Your objective = From the listing below, copy each line that holds "function".

Input for this task =

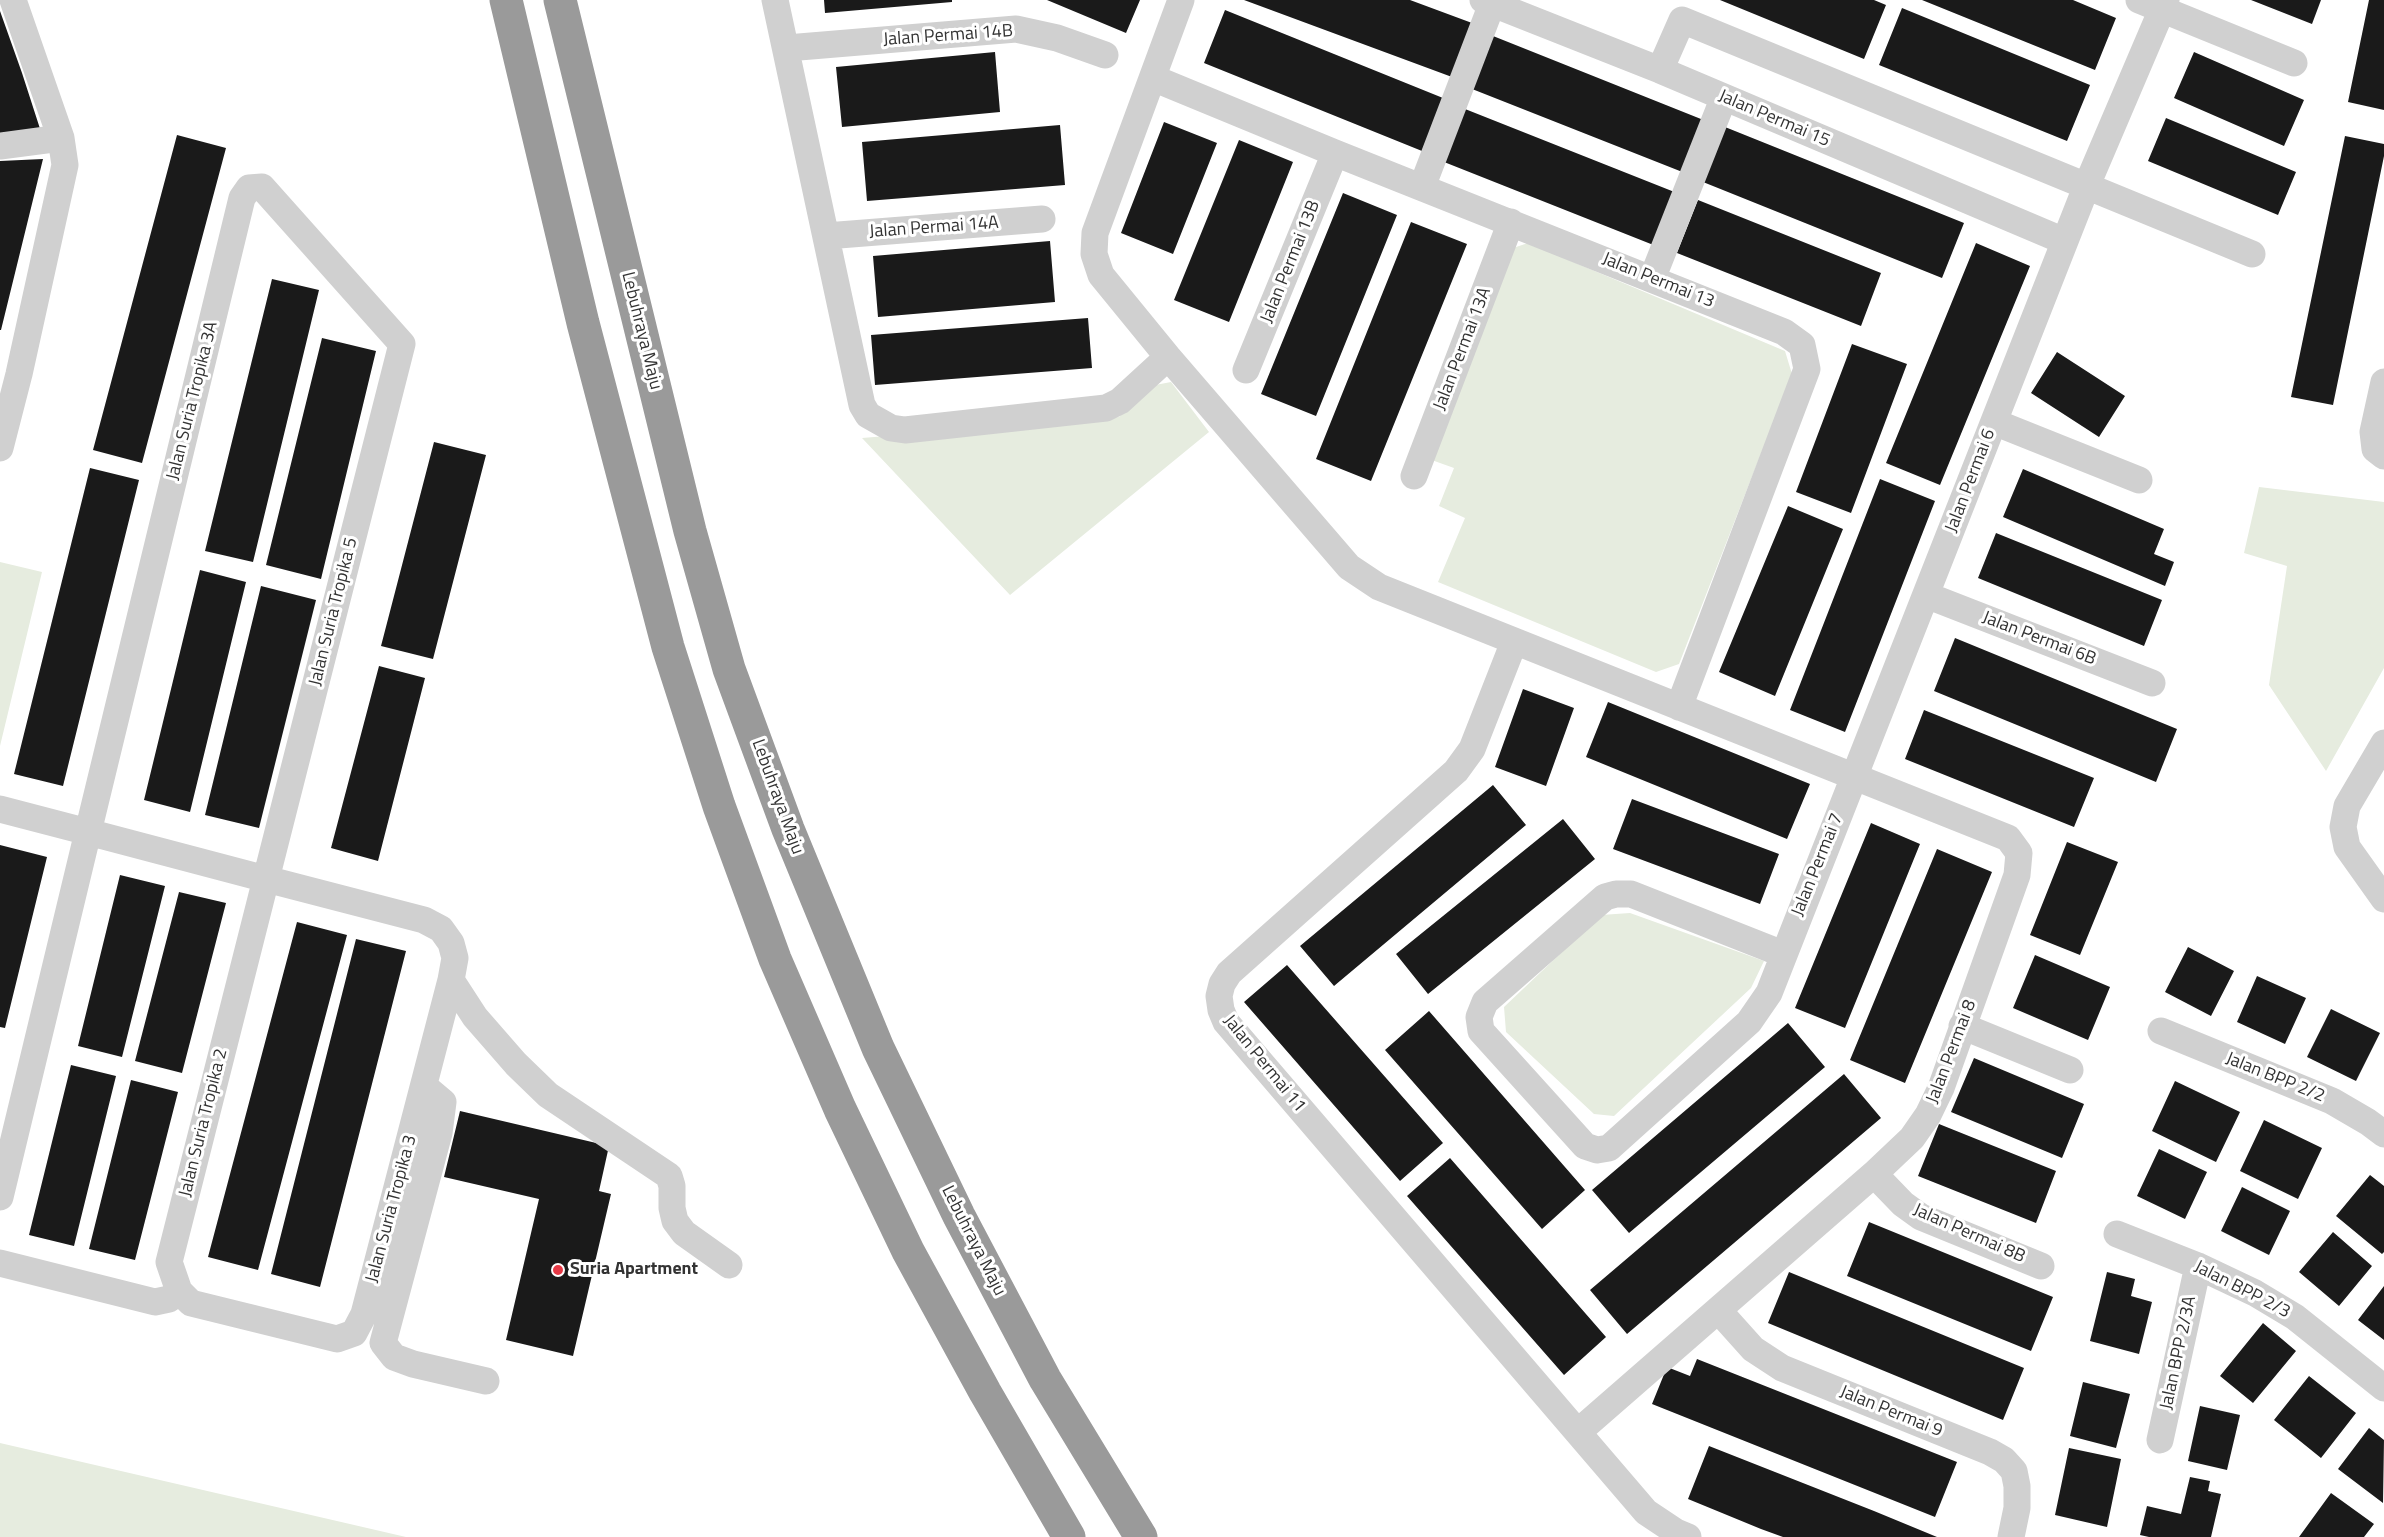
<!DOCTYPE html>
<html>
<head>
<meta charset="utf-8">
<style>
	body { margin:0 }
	canvas { display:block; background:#fff }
</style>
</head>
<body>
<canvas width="2384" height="1537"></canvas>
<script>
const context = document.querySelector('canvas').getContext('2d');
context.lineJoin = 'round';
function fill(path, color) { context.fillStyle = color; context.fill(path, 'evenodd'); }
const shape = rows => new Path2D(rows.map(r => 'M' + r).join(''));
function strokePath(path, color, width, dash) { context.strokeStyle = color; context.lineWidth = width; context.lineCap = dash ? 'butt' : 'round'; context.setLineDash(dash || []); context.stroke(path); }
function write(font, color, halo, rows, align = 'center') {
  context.font = font + ' "Titillium Web",sans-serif'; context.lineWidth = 6; context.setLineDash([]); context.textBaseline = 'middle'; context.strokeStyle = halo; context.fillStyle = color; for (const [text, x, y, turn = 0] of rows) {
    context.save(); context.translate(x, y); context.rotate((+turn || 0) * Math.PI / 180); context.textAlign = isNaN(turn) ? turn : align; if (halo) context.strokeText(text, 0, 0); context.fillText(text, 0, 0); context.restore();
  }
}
fill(shape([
	[1528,243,1785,351,1792,374,1679,664,1656,672,1438,582,1465,518,1439,506,1454,468,1426,458,1513,248],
	[1171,382,1209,432,1010,595,862,438,1119,417,1150,386],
	[2259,487,2384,502,2384,668,2326,771,2269,685,2287,566,2244,553],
	[0,562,42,572,0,746],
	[1630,913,1764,961,1751,988,1614,1116,1594,1114,1506,1032,1504,1007,1601,915],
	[0,1443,406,1537,0,1537]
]), '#e6ecdf');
fill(shape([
	[824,0,952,0,952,2,825,13],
	[1047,0,1140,0,1126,33],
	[1244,0,1410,0,1472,23,1452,77],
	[1720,0,1874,0,1886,5,1864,59],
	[1922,0,2073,0,2116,18,2095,70],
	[2251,0,2321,0,2312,24],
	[2369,0,2384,0,2384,110,2348,102],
	[1902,8,2090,85,2067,141,1879,65],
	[1225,10,1443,98,1422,151,1204,63],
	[0,11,22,73,43,138,0,140],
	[1488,34,1711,123,1690,175,1467,87],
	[995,52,1000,112,842,127,836,67],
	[2194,52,2304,100,2284,146,2174,98],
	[1460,107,1682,195,1661,248,1439,160],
	[2166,118,2296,172,2278,215,2148,161],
	[1164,122,1217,143,1173,254,1121,233],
	[1060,125,1065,185,867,201,862,142],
	[1725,127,1964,223,1942,278,1703,182],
	[177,135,226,148,142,463,93,450],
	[2345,136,2384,144,2384,156,2333,405,2291,397],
	[1239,140,1293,162,1229,322,1174,300],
	[43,159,1,330,0,330,0,161],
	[1343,193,1397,215,1316,416,1261,394],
	[1698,200,1881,273,1861,326,1677,253],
	[1411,222,1467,244,1371,481,1316,459],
	[1050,241,1055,302,878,317,873,256],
	[1976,243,2030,266,1940,485,1886,463],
	[272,279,319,290,253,562,205,551],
	[1088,318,1092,368,875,385,871,335],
	[322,338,376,351,321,579,266,565],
	[1852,344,1907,364,1851,513,1796,492],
	[2057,352,2125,396,2099,437,2031,393],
	[434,442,486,455,433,659,381,646],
	[90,468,139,480,63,786,14,774],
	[2023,469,2164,529,2154,554,2174,562,2165,586,2003,517],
	[1880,479,1935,501,1845,732,1790,710],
	[1788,506,1843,529,1775,696,1719,672],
	[1996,533,2162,600,2144,646,1978,578],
	[200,570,246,582,190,812,144,800],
	[261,586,316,600,259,828,205,815],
	[1955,638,2177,729,2156,782,1934,691],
	[379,666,425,678,378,861,331,848],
	[1523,689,1574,708,1546,786,1495,767],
	[1608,702,1810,784,1787,839,1586,757],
	[1924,710,2094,778,2074,827,1905,759],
	[1493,785,1526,825,1334,986,1300,946],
	[1632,799,1779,854,1760,904,1613,849],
	[1563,819,1595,859,1428,994,1396,954],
	[1871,823,1920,844,1845,1028,1795,1008],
	[2067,842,2118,862,2080,955,2030,935],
	[0,845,47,857,5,1028,0,1027],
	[1937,849,1992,872,1905,1083,1850,1060],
	[120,875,165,886,122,1057,78,1046],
	[179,892,226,903,182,1073,135,1061],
	[297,922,347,935,258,1270,208,1257],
	[356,939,406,951,320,1287,271,1274],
	[2188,947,2234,971,2211,1016,2165,992],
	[2035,955,2110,987,2088,1040,2013,1008],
	[1287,965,1443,1143,1400,1181,1244,1002],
	[2257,976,2306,998,2285,1044,2237,1022],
	[2331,1009,2380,1033,2356,1081,2307,1057],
	[1429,1011,1585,1190,1542,1229,1385,1050],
	[1788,1023,1825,1067,1629,1233,1592,1190],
	[1974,1058,2084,1104,2062,1158,1951,1112],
	[71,1065,116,1076,74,1246,29,1235],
	[1844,1074,1881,1118,1627,1334,1590,1290],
	[131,1080,178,1092,135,1260,89,1249],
	[2175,1081,2240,1112,2216,1162,2152,1131],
	[460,1111,609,1146,599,1191,611,1194,573,1356,506,1340,539,1199,444,1177],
	[2264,1120,2322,1148,2298,1199,2240,1171],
	[1939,1124,2056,1171,2036,1223,1918,1176],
	[2159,1149,2207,1172,2185,1219,2137,1196],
	[1450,1158,1606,1337,1564,1375,1407,1196],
	[2370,1175,2384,1186,2384,1252,2382,1254,2336,1216],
	[2242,1187,2290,1211,2269,1255,2221,1231],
	[1869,1222,2053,1297,2031,1351,1847,1276],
	[2333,1232,2372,1266,2339,1306,2299,1272],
	[1789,1272,2024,1368,2003,1420,1768,1323],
	[2107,1272,2135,1279,2131,1296,2152,1302,2139,1354,2090,1341],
	[2384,1286,2384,1340,2358,1320],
	[2263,1323,2296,1351,2253,1403,2220,1376],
	[1697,1359,1957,1462,1935,1517,1652,1404,1667,1367,1690,1376],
	[2309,1376,2356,1413,2321,1458,2274,1420],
	[2083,1382,2130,1394,2116,1448,2070,1436],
	[2200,1406,2240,1415,2227,1470,2188,1461],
	[2369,1428,2384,1440,2383,1503,2338,1469],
	[1709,1446,1874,1511,1937,1537,1783,1537,1761,1529,1688,1499],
	[2069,1448,2121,1459,2107,1527,2055,1515],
	[2190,1477,2210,1481,2208,1491,2221,1494,2211,1537,2149,1537,2140,1535,2147,1506,2181,1514],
	[2331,1493,2374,1524,2364,1537,2299,1537]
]), '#1a1a1a');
strokePath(shape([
	[775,0,862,405,868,415,891,428,905,430,1106,408,1120,401,1168,357],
	[1181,0,1095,233,1094,254,1101,275,1168,357,1349,567,1379,587,2008,838,2019,853,2017,875,1941,1088,1928,1115,1912,1138,1874,1174,1578,1432],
	[1483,0,1660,70,2064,241],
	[2139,0,2294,63],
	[787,48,1016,29,1057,38,1105,55],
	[1660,70,1682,20,2252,254],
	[1153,78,1335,153,1784,332,1802,345,1807,369,1679,707],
	[0,146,61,138],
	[1422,187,1492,4],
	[826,236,1042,219],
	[1652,279,1724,97],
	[1246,370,1335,153],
	[2384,382,2373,432,2375,449,2384,456],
	[1994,422,2139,480],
	[0,448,19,374,65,165,61,138,13,0],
	[1414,476,1511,222],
	[1926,595,2152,683],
	[1514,642,1472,749,1456,771,1229,973,1222,984,1219,996,1221,1010,1226,1022,1646,1512,1676,1532,1688,1537],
	[2384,743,2347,806,2343,827,2347,847,2384,899],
	[0,809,88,832,266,879,424,920,441,929,451,943,455,958,451,980,364,1314,354,1333,337,1339,191,1303,179,1291,169,1262,266,879,402,344,262,187,249,188,242,198,88,832,0,1197],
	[1783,954,1631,894,1616,894,1605,897,1485,1002,1479,1017,1481,1031,1585,1146,1597,1150,1609,1148,1749,1022,1769,993,2087,185,2166,0],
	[451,980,475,1017,516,1064,548,1095,669,1176,672,1186,672,1208,675,1221,684,1233,729,1265],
	[1962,1026,2070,1070],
	[2161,1031,2332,1101,2368,1122,2384,1134],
	[424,1086,443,1102,439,1133,383,1343,394,1357,413,1364,486,1381],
	[1874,1174,1903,1204,1921,1217,2041,1266],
	[2117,1234,2198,1266,2255,1293,2295,1317,2384,1388],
	[0,1263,155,1302,169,1299,179,1291],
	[1718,1310,1753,1349,1782,1368,1990,1452,2004,1460,2014,1471,2017,1486,2017,1508,2011,1537],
	[2160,1440,2198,1266]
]), '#d0d0d0', 27);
strokePath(shape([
	[506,0,583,323,668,647,719,806,775,959,840,1109,908,1251,985,1392,1069,1537],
	[560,0,690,531,729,669,788,829,878,1048,959,1216,1045,1379,1141,1537]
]), '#9a9a9a', 33);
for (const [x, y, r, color] of [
	[558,1270,6,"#e63946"]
]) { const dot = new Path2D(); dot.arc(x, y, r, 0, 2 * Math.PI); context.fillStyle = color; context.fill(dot); strokePath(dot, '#fff', 2); }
write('18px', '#333', '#fff', [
	["Jalan Permai 14B",948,36,-4],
	["Jalan Permai 15",1774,119,23],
	["Jalan Permai 14A",934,228,-4],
	["Jalan Permai 13B",1291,262,-68],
	["Jalan Permai 13",1658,281,22],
	["Lebuhraya Maju",641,331,76],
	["Jalan Permai 13A",1463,349,-69],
	["Jalan Suria Tropika 3A",193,401,-76],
	["Jalan Permai 6",1971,481,-69],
	["Jalan Suria Tropika 5",334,612,-76],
	["Jalan Permai 6B",2039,639,21],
	["Lebuhraya Maju",777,797,70],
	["Jalan Permai 7",1818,865,-68],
	["Jalan Permai 8",1952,1052,-69],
	["Jalan Permai 11",1264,1064,51],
	["Jalan BPP 2/2",2275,1078,22],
	["Jalan Suria Tropika 2",204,1123,-76],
	["Jalan Suria Tropika 3",392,1209,-75],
	["Jalan Permai 8B",1969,1234,24],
	["Lebuhraya Maju",973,1241,63],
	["Jalan BPP 2/3",2242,1290,27],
	["Jalan BPP 2/3A",2179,1353,-78],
	["Jalan Permai 9",1891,1412,22]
]);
write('bold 18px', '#333', '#fff', [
	["Suria Apartment",570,1270]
], 'left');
</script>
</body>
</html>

Response for this exercise =
function fill(path, color) { context.fillStyle = color; context.fill(path, 'evenodd'); }
function strokePath(path, color, width, dash) { context.strokeStyle = color; context.lineWidth = width; context.lineCap = dash ? 'butt' : 'round'; context.setLineDash(dash || []); context.stroke(path); }
function write(font, color, halo, rows, align = 'center') {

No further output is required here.